■ Exercise objective
Scan the entries below for the word "this". Copy out every line in which it occurs.

[[ Records provided open ]]

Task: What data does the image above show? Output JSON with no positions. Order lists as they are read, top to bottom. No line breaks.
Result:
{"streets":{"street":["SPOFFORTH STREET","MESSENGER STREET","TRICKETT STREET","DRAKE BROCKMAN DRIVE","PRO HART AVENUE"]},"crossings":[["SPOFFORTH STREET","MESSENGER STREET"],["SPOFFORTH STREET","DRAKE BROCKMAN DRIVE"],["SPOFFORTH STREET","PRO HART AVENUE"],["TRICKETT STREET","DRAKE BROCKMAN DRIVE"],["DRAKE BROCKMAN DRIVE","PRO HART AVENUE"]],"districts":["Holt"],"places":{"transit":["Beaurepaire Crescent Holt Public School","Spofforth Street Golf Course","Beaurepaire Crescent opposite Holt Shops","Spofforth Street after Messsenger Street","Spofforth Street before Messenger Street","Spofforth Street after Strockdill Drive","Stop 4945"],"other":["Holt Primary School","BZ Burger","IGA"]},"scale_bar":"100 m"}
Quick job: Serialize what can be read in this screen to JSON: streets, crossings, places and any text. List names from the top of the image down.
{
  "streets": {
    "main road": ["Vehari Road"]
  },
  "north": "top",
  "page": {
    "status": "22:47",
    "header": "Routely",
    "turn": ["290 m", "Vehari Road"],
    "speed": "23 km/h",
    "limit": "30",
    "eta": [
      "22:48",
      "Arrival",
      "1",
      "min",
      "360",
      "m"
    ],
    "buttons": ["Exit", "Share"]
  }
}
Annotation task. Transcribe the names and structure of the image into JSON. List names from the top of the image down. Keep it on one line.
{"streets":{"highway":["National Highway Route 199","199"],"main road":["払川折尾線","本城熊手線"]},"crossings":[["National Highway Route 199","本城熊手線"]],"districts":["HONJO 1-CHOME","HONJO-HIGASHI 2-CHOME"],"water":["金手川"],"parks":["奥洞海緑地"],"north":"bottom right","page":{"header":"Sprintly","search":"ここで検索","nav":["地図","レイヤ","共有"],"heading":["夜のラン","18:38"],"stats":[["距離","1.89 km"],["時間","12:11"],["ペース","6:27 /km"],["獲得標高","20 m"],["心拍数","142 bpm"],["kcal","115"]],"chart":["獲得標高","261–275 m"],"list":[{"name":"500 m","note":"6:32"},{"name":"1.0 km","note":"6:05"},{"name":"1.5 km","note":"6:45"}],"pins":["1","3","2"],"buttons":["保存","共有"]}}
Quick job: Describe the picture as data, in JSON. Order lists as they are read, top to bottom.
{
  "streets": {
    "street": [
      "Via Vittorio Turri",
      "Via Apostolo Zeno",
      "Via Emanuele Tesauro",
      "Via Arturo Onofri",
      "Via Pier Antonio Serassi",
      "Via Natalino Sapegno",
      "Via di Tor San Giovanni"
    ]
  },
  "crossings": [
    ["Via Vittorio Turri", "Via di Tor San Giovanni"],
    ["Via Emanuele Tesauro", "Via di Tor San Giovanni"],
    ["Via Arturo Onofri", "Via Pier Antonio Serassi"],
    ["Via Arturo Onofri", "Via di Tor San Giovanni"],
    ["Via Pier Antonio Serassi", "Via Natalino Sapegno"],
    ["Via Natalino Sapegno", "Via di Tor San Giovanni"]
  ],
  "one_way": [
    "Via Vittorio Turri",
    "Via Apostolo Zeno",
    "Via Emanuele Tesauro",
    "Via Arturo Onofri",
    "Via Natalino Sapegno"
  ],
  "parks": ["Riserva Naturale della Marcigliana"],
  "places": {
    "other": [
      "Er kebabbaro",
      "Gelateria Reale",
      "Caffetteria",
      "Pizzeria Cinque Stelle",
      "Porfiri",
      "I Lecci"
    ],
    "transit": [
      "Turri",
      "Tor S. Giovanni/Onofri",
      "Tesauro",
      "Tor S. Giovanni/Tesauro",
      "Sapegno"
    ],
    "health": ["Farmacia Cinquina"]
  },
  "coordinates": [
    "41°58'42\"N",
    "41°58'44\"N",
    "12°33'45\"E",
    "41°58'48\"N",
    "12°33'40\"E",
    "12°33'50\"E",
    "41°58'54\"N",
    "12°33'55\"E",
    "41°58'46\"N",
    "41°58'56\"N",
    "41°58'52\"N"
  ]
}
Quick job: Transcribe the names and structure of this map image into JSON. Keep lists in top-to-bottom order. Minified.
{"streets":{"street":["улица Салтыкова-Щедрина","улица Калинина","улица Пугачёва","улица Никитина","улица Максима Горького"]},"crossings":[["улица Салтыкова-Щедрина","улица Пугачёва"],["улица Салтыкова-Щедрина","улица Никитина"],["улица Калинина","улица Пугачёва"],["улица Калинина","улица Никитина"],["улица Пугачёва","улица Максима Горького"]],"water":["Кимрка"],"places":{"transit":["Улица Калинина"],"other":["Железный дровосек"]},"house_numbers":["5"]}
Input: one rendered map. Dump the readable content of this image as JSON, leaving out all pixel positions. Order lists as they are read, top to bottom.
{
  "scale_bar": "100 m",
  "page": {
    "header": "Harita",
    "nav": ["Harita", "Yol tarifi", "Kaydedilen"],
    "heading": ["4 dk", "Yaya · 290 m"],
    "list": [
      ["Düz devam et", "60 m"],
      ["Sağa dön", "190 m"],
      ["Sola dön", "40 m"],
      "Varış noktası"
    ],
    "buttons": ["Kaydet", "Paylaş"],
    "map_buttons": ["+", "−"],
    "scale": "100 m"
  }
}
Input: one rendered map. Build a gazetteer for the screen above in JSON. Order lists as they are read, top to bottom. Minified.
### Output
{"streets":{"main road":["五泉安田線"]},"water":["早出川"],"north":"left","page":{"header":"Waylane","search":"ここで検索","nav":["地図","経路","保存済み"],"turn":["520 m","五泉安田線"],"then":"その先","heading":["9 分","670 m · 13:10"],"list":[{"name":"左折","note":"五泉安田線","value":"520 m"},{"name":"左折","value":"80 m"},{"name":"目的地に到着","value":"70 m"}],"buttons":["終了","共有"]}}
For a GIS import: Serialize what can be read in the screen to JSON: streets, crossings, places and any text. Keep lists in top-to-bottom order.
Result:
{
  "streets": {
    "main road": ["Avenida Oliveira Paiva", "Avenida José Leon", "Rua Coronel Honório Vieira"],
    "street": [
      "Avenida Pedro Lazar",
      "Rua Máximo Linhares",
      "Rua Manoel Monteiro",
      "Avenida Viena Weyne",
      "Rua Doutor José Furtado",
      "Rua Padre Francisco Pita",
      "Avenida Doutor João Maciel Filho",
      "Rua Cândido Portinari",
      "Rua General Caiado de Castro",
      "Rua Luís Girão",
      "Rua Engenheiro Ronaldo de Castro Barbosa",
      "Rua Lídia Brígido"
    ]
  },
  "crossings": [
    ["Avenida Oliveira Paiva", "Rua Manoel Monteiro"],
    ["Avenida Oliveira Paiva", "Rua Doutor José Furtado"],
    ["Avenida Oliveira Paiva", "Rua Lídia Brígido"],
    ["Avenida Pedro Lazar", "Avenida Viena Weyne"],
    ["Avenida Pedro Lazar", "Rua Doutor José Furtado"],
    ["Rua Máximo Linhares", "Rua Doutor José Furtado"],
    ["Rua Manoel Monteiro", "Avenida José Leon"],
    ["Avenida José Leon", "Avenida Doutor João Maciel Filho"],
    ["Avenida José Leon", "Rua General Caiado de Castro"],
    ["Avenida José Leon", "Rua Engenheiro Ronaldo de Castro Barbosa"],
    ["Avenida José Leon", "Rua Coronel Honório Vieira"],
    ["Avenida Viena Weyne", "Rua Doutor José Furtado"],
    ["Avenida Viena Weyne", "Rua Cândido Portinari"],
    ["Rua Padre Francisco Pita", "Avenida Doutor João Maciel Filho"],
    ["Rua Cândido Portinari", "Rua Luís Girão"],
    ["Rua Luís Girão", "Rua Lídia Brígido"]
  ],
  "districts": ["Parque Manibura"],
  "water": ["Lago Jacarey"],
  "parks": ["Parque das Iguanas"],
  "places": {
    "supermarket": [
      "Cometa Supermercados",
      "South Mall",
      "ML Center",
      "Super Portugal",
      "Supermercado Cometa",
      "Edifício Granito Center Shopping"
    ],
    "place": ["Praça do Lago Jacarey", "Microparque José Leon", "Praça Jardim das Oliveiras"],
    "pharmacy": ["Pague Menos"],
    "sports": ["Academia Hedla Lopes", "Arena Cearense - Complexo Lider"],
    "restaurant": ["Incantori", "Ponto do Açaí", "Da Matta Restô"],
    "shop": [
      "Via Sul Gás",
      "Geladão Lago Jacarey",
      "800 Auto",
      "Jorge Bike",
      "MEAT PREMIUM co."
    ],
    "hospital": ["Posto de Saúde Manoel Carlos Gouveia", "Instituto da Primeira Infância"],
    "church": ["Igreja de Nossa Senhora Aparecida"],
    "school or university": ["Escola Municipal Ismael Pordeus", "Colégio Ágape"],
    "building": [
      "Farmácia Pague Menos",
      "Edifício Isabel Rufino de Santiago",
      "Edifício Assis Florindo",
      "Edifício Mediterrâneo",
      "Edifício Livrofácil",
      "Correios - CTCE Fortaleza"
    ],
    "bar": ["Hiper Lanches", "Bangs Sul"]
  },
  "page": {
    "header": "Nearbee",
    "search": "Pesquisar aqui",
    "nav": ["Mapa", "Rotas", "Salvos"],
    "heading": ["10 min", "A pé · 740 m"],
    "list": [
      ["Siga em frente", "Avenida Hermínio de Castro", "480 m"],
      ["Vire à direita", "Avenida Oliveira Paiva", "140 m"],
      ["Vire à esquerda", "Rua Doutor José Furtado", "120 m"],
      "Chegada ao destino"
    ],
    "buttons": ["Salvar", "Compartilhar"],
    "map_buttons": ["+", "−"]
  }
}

[[ Records provided closed ]]

■ Reply
Quick job: Serialize what can be read in this screen to JSON: streets, crossings, places and any text. List names from the top of the image down.
Quick job: Transcribe the names and structure of this map image into JSON. Keep lists in top-to-bottom order. Minified.
Input: one rendered map. Dump the readable content of this image as JSON, leaving out all pixel positions. Order lists as they are read, top to bottom.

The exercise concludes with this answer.